TASK REQUIREMENTS:
Look for the line that contains "M119 797 160"; output that line and every line after it exactly, through the final line of the material below, and nothing else.

SUPPLIED DATA:
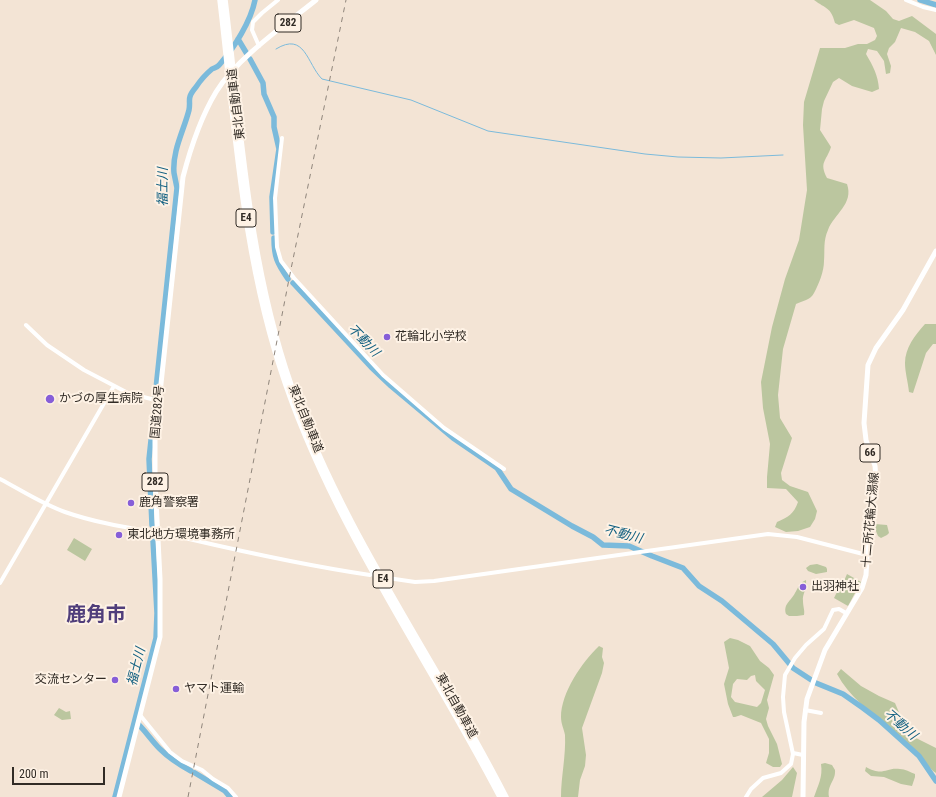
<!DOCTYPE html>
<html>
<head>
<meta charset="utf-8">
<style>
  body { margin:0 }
  #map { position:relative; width:936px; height:797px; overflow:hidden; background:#f3e4d5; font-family:"Roboto Condensed",sans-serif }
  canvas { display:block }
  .scale { position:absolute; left:12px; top:767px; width:93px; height:18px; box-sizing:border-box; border:2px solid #312b25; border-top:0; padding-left:5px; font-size:12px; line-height:14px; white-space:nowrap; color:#312b25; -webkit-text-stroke:3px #fef2e5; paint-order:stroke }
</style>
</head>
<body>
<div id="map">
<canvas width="936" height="797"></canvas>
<div class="scale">200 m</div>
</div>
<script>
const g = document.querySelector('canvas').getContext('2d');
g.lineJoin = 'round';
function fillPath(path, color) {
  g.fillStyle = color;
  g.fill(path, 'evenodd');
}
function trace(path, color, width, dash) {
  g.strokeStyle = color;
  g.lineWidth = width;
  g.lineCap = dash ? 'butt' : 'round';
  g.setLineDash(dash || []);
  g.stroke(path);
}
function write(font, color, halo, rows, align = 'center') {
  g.font = font + ' "Roboto Condensed","Noto Sans JP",sans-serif';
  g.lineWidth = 4;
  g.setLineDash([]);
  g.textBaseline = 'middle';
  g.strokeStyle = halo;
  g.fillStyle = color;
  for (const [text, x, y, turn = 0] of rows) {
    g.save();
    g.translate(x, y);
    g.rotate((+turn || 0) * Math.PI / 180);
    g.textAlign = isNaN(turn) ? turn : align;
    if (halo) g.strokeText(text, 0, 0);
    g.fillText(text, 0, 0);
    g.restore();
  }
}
const green = new Path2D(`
  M814 0H870L886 11 893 19 899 21 912 16 936 34V55L929 41 915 32 901 28 895 42 889 48 887 54 891 66 890 73 886 74 884 61 877 51 868 49 866 54C873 66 878 75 879 89L872 92 852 86 839 78 833 82 824 101 822 109 820 130 831 147C826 162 819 162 827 178L847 184C854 204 834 214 828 230 823 241 825 250 824 261 824 271 819 284 814 293 811 300 802 301 796 304L783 349 778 395 780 418 792 438 781 473 782 480 790 486 808 492 817 511 815 519 810 527 798 531 786 532 775 527 777 522C788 517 794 514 798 502L786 489 767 488V477L770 444 763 408 761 382 772 327 785 279 799 240 807 190 803 125 804 102 820 48H845L858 44H867L875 40 877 36 874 28 854 20 839 25 835 23C831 7 826 9 814 0Z
  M925 324H936V344H933L926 353 913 393 909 392C908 382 905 372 905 363 905 348 915 335 925 324Z
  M875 524 887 525 889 533 887 535 881 538 878 536 876 531 874 528Z
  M74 538 92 549 85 561 67 550Z
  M817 564 826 567 827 569V572L816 574 808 571 806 568 810 565Z
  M847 574 861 582 848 606 834 598 837 592 828 587 829 584 837 587 841 579 844 581Z
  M806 580C807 590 802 594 803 601 803 607 805 610 804 615L797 616H789L786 614C783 604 791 601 795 593 798 588 799 583 806 580Z
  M730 638 738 640 750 646 760 661 769 668 774 675 767 700 769 708 766 719 768 726 777 744 782 764 780 767H773L766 763 769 753V739L761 723 741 715 735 717H733L728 704 724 684 729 668 724 642ZM755 675 756 681 765 690 761 703 757 707 735 702 731 697 733 684 737 679 747 680 751 676Z
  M599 646 603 648 602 657 604 663 602 673 582 728 586 755 585 766 580 780 578 797H561C561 777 566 756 565 735 564 729 561 724 561 717 561 693 582 662 599 646Z
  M841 669 861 686 879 696 895 703 908 734 936 748V773L933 771C918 754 902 740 886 726 868 710 849 696 837 674Z
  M59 708 66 712 70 711 71 719 62 720 54 715Z
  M825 763 832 765 835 770C836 781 827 784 829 797H814C818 785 823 777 821 764Z
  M793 767 797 773 792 797H762L782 780Z
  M866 767C884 777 885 767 900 769 905 769 910 772 915 774V777L912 786 901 784 884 777 871 776 865 771Z`);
const stream = new Path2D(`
  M276 49C305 31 307 64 322 79L411 100 488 131 645 154 678 157 721 158 783 155`);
const river = new Path2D(`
  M920 0 936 5
  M238 39 247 54
  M250 59 263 83 264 94 274 117V127L279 149 272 197 273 232
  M274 238C274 257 277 263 288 279
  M293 283 371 367 391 386 453 438 497 468 511 489 572 526 593 537 603 545 629 546 652 556 683 568 699 586 722 601 773 644 793 668 816 683 843 694 863 708 879 720 919 756 936 781
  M155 398 177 188C176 183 175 178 174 173 172 151 184 130 189 110 191 99 186 99 196 87 200 81 206 74 212 69 215 68 218 67 220 64 234 48 251 21 255 0
  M152 525 149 459 155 403
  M135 721C145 730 151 740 160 749 169 758 180 765 191 771
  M195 773 225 791 230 797
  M115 797 156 638 157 613 153 540`);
const tertiary = new Path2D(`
  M906 0 923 7 936 10
  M259 46 252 30 253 22 262 13 278 0
  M282 138 275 198 277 247 281 261 294 278 383 375 444 428 504 469
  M26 325 47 345 84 370 128 393 159 401
  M0 479C21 490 42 504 65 512 105 526 147 530 189 539 249 553 309 566 370 575
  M388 578 415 582 434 581 768 534 797 537 867 555
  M0 583 114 386
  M805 710 821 713
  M140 715 170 752 182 761 202 770 213 779 228 788 236 797
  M793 753 803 755
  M746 797 751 789 763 778 781 773 791 764 793 754 784 712 783 697 785 675 795 658 806 645 824 629 833 610 839 609 846 613`);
const primary = new Path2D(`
  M803 797 804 722 807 699 825 650 862 588 866 575 869 520 876 478 875 466 866 440 864 423 868 365 876 348 903 310 936 251`);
const trunk = new Path2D(`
  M119 797 160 637V579L155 481V440L183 177C190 150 201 117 216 92 237 58 285 25 316 0`);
const motorway = new Path2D(`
  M220 0C235 127 243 264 286 385 337 532 429 660 500 797
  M225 0C241 129 248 262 291 385 342 532 436 659 506 797`);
const rail = new Path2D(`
  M188 797 290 274 346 0`);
const markers = [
  [387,337,4,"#865ed8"],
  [50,399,5,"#865ed8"],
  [131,503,4,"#865ed8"],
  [119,535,4,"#865ed8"],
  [803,587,4,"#865ed8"],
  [115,680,4,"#865ed8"],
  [176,689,4,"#865ed8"]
];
const shields = [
  [288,23,26],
  [246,218,20],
  [870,453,20],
  [155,482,26],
  [383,579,20]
];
const shieldNames = [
  ["282",288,23],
  ["E4",246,218],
  ["66",870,453],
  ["282",155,482],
  ["E4",383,579]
];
const streetNames = [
  ["東北自動車道",237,104,-97],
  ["国道282号",158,412,-85],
  ["東北自動車道",305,419,68],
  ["十二所花輪大湯線",871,520,-85],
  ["東北自動車道",456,706,61]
];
const poiNames = [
  ["花輪北小学校",395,337],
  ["かづの厚生病院",59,399],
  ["鹿角警察署",139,503],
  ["東北地方環境事務所",127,535],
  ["出羽神社",811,587],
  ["交流センター",107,680,"right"],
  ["ヤマト運輸",184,689]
];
const waterNames = [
  ["福士川",164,187,-90],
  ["不動川",363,341,46],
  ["不動川",623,535,14],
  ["福士川",137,667,-76],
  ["不動川",900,725,41]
];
const townNames = [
  ["鹿角市",96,616]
];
fillPath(green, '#bbc69f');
trace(stream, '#7bbadb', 1);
trace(river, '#7bbadb', 5.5);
trace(tertiary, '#fff', 4);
trace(primary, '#fff', 5);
trace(trunk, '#fff', 5);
trace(motorway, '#fff', 5.5);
trace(rail, '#8f857b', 1, [5, 5]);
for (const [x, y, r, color] of markers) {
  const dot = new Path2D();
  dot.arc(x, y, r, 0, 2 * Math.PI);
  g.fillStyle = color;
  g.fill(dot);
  trace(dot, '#fef2e5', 1.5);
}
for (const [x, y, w] of shields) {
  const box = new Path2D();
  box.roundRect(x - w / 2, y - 9, w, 18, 3);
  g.fillStyle = '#fef2e5';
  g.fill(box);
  trace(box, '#312b25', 1);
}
write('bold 11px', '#312b25', null, shieldNames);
write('12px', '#312b25', '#fef2e5', streetNames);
write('12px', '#312b25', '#fef2e5', poiNames, 'left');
write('italic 13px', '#105f80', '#fef2e5', waterNames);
write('bold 20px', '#503e7b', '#fef2e5', townNames);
</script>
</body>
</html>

RESULT:
  M119 797 160 637V579L155 481V440L183 177C190 150 201 117 216 92 237 58 285 25 316 0`);
const motorway = new Path2D(`
  M220 0C235 127 243 264 286 385 337 532 429 660 500 797
  M225 0C241 129 248 262 291 385 342 532 436 659 506 797`);
const rail = new Path2D(`
  M188 797 290 274 346 0`);
const markers = [
  [387,337,4,"#865ed8"],
  [50,399,5,"#865ed8"],
  [131,503,4,"#865ed8"],
  [119,535,4,"#865ed8"],
  [803,587,4,"#865ed8"],
  [115,680,4,"#865ed8"],
  [176,689,4,"#865ed8"]
];
const shields = [
  [288,23,26],
  [246,218,20],
  [870,453,20],
  [155,482,26],
  [383,579,20]
];
const shieldNames = [
  ["282",288,23],
  ["E4",246,218],
  ["66",870,453],
  ["282",155,482],
  ["E4",383,579]
];
const streetNames = [
  ["東北自動車道",237,104,-97],
  ["国道282号",158,412,-85],
  ["東北自動車道",305,419,68],
  ["十二所花輪大湯線",871,520,-85],
  ["東北自動車道",456,706,61]
];
const poiNames = [
  ["花輪北小学校",395,337],
  ["かづの厚生病院",59,399],
  ["鹿角警察署",139,503],
  ["東北地方環境事務所",127,535],
  ["出羽神社",811,587],
  ["交流センター",107,680,"right"],
  ["ヤマト運輸",184,689]
];
const waterNames = [
  ["福士川",164,187,-90],
  ["不動川",363,341,46],
  ["不動川",623,535,14],
  ["福士川",137,667,-76],
  ["不動川",900,725,41]
];
const townNames = [
  ["鹿角市",96,616]
];
fillPath(green, '#bbc69f');
trace(stream, '#7bbadb', 1);
trace(river, '#7bbadb', 5.5);
trace(tertiary, '#fff', 4);
trace(primary, '#fff', 5);
trace(trunk, '#fff', 5);
trace(motorway, '#fff', 5.5);
trace(rail, '#8f857b', 1, [5, 5]);
for (const [x, y, r, color] of markers) {
  const dot = new Path2D();
  dot.arc(x, y, r, 0, 2 * Math.PI);
  g.fillStyle = color;
  g.fill(dot);
  trace(dot, '#fef2e5', 1.5);
}
for (const [x, y, w] of shields) {
  const box = new Path2D();
  box.roundRect(x - w / 2, y - 9, w, 18, 3);
  g.fillStyle = '#fef2e5';
  g.fill(box);
  trace(box, '#312b25', 1);
}
write('bold 11px', '#312b25', null, shieldNames);
write('12px', '#312b25', '#fef2e5', streetNames);
write('12px', '#312b25', '#fef2e5', poiNames, 'left');
write('italic 13px', '#105f80', '#fef2e5', waterNames);
write('bold 20px', '#503e7b', '#fef2e5', townNames);
</script>
</body>
</html>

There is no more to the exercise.